Poor, poor Nelly! Wed to Kelly
Who’s nothing but a boorish bully
From the wrong side of the gully.

Kelly, scheming, spoke with Sully
(Also from that ghetto gully)
“When those smelly proles see Nelly
With that jelly on her belly
Displayed upon erotic telly
They’ll scream for more, and surely, Sully,
We’ll rake in money willy-nilly.”

“A perfect plan,” chortled Sully,
“Our future’s looking bright and sunny
Our eggs well cooked, no longer runny.”

“And as for Nell,” replied foul Kelly,
“She’ll twitch and grind her sexy belly
Turning men’s minds into jelly
Exploiting supple assets fully.”

Meanwhile, Nelly, feeling sorry
For herself and sick with worry
Consoled herself with rice and curry
Her vision clear, no longer blurry.

“Why should I expose my belly
(sexy though it is) for Kelly?
I should see some of that money
And it better not be funny –
Or they’ll find out in a hurry
Worse than Hell is woman’s fury.”

A tragic trio, watch them scurry
Their lives exploding in a flurry
And unless all three are wary
Their dreams and hopes they soon will bury.

The Individualator
Here I sit at head of class
Flopped upon my flabby ass
Eyes sharp-peeled to catch a cheat
And grind their papers into meat

This I do not want to do
It would leave me feeling blue
So I pray with all my might
That these students know what’s right.

I used to drive a truck
Now I drive a desk
I do not need to say
Which I like the best
I don’t know if it’s permanent
I don’t know if I’ll stay
But while I’m on the firmament
I’ll take it day by day.

You're Not Being Paranoid When They Really Are Out to Get You

Picked up The Zombie Survival Guide a couple of days ago; halfway through it now.

1. Stay alert.

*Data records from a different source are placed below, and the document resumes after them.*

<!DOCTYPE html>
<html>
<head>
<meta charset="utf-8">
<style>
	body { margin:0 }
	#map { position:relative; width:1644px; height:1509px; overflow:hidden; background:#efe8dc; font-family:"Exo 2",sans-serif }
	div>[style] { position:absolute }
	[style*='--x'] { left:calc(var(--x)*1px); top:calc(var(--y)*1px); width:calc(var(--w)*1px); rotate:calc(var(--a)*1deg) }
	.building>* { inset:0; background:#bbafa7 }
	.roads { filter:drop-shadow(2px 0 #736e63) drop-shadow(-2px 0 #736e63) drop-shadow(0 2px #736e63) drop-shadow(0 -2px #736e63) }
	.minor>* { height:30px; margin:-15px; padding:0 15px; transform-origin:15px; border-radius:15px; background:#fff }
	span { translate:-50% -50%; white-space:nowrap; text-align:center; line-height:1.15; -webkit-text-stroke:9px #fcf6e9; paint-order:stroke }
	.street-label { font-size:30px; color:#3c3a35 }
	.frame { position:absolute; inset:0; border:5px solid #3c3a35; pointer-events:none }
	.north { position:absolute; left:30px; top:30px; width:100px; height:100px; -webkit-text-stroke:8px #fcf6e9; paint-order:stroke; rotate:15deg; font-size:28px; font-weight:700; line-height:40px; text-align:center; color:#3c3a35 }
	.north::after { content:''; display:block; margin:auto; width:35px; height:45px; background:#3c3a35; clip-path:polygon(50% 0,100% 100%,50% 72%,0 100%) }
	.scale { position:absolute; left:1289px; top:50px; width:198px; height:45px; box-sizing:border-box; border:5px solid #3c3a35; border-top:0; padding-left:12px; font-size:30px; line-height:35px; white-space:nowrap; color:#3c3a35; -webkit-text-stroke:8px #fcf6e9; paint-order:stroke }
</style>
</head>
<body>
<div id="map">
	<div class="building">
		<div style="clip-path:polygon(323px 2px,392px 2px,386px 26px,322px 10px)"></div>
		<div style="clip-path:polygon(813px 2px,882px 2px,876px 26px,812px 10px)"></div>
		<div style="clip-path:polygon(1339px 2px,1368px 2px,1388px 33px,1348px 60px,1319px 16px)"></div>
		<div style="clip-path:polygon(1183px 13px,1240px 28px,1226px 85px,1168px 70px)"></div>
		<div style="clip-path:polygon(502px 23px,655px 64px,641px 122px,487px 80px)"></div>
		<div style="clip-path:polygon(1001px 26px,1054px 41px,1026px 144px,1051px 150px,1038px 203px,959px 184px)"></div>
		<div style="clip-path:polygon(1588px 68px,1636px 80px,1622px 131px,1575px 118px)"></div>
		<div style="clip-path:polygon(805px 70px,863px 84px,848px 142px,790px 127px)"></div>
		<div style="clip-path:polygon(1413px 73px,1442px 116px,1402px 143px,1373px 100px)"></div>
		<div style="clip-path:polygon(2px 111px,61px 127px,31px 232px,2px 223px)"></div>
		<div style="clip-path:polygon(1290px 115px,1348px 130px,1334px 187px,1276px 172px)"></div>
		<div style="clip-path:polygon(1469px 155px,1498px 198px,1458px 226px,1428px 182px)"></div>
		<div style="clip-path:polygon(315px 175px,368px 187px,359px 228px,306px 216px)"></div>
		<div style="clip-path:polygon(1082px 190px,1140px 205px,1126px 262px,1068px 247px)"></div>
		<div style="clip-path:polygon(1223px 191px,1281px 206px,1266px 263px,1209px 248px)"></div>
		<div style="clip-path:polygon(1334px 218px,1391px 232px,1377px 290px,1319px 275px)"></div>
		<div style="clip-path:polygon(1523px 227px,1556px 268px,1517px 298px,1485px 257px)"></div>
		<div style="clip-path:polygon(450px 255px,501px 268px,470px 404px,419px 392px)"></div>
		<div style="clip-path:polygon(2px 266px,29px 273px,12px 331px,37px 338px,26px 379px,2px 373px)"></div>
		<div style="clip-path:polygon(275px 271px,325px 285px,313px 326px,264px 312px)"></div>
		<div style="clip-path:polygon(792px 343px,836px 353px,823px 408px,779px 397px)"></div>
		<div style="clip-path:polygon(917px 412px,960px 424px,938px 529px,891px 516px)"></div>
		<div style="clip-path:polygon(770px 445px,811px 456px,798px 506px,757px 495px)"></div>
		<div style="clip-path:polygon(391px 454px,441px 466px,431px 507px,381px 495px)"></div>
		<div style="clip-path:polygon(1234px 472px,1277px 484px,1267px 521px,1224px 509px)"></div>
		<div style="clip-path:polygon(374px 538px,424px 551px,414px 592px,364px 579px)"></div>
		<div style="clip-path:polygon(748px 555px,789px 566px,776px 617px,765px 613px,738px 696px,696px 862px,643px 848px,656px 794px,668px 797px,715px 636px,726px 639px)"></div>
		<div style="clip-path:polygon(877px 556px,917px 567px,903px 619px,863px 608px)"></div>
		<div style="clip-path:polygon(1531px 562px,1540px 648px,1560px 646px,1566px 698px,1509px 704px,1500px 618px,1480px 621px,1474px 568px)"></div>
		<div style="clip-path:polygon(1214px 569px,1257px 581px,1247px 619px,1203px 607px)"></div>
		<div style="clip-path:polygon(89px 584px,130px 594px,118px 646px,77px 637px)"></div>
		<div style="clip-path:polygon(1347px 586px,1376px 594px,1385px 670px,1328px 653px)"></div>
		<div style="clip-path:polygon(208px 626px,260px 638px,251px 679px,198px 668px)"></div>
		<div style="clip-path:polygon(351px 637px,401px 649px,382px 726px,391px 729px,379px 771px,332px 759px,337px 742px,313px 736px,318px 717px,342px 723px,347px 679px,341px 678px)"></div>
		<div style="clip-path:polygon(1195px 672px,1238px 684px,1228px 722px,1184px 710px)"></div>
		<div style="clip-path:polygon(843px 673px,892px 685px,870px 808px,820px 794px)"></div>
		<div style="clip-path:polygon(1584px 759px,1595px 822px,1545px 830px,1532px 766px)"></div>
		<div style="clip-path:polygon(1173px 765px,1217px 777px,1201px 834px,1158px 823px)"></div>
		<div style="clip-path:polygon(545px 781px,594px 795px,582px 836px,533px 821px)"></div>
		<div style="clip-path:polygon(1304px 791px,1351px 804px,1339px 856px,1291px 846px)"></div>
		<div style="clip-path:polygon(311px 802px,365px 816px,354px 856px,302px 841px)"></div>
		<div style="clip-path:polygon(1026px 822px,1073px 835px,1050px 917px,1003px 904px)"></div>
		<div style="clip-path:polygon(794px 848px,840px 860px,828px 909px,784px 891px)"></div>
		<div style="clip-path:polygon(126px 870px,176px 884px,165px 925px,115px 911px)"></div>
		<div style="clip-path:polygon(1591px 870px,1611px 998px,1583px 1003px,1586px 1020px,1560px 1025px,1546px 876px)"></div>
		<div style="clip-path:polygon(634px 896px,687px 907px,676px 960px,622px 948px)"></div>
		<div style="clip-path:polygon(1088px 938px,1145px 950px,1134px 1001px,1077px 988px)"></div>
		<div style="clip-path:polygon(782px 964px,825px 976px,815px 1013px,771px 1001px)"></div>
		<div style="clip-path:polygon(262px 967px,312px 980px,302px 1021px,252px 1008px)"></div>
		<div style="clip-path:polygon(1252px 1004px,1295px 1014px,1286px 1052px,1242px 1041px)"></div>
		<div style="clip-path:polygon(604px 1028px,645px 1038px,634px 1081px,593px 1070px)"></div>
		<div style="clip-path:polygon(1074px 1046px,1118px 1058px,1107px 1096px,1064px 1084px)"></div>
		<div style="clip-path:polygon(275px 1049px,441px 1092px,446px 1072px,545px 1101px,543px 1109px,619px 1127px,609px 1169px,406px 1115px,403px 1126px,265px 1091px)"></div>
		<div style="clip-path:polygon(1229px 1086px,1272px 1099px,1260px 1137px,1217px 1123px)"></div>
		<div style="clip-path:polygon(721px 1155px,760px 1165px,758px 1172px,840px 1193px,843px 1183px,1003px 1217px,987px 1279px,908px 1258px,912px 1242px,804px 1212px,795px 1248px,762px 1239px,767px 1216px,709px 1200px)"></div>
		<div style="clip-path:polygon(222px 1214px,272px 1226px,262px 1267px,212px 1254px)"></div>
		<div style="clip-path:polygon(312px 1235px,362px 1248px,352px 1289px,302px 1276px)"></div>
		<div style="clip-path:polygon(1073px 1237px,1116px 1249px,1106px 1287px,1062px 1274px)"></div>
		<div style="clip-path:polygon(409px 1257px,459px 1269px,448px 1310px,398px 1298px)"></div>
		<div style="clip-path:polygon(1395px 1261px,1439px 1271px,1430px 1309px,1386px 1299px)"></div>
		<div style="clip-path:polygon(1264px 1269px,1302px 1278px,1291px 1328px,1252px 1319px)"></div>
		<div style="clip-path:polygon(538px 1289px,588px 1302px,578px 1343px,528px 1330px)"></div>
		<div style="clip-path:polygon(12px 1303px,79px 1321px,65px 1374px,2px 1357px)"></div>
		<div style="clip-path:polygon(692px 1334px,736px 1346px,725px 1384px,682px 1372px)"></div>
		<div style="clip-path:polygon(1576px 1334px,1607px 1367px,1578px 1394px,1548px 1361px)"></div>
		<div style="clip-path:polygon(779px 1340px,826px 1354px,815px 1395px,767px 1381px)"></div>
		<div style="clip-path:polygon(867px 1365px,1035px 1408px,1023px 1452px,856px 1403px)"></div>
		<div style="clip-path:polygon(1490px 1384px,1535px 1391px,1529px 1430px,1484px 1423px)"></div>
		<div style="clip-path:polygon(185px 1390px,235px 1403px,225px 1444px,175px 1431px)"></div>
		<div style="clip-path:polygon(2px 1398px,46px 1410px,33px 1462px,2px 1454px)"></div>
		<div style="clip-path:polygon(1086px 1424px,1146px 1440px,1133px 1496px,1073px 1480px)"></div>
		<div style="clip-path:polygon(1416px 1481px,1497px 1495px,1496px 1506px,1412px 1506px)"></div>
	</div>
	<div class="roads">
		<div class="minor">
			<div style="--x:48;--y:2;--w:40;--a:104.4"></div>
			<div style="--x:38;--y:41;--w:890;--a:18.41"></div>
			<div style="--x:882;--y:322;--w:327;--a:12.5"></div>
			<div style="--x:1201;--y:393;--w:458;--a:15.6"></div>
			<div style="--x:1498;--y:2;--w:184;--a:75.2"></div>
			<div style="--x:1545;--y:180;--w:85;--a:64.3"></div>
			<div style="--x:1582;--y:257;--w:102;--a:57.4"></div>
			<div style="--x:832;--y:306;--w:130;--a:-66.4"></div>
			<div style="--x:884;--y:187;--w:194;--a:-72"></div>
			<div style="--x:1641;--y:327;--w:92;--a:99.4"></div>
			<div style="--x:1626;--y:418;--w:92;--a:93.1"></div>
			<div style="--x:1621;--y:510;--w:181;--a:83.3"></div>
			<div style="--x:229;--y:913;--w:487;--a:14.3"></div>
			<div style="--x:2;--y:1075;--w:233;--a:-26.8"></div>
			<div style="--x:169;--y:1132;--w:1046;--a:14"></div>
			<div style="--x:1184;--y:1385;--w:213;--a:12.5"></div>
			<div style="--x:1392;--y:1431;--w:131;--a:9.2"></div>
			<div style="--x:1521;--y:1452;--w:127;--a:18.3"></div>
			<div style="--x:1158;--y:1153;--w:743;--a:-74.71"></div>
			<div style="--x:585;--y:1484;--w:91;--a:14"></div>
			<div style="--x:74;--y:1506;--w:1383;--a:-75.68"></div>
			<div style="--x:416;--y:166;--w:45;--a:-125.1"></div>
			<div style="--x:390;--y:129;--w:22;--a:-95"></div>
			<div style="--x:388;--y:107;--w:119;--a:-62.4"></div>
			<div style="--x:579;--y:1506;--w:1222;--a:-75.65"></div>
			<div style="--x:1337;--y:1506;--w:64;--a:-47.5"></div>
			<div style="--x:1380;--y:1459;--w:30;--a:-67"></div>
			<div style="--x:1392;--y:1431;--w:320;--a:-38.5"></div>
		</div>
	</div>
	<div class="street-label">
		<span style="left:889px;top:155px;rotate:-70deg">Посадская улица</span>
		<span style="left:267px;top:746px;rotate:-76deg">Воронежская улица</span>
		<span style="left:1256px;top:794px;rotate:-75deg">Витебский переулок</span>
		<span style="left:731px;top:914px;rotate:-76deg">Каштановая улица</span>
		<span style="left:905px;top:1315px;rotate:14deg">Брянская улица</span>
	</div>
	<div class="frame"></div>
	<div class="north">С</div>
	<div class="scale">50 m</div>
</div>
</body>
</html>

Keep a close watch on your environment, and watch for danger signs: increased police activity, hoarding, looting, "random" tests of the Emergency Broadcast System.

2. Equip yourself with care. Keep a two-week supply of provisions on hand at all times, as well as an emergency kit if you have to flee the premises suddenly.

3. Your body and mind are weapons; keep them well-honed.

4. Travel in small groups. Three or four are manageable; anything more is a chaotic mob.

5. And most importantly, be as quiet as possible at all times. If you make any noise, the zombies will home in on your position and eat you alive.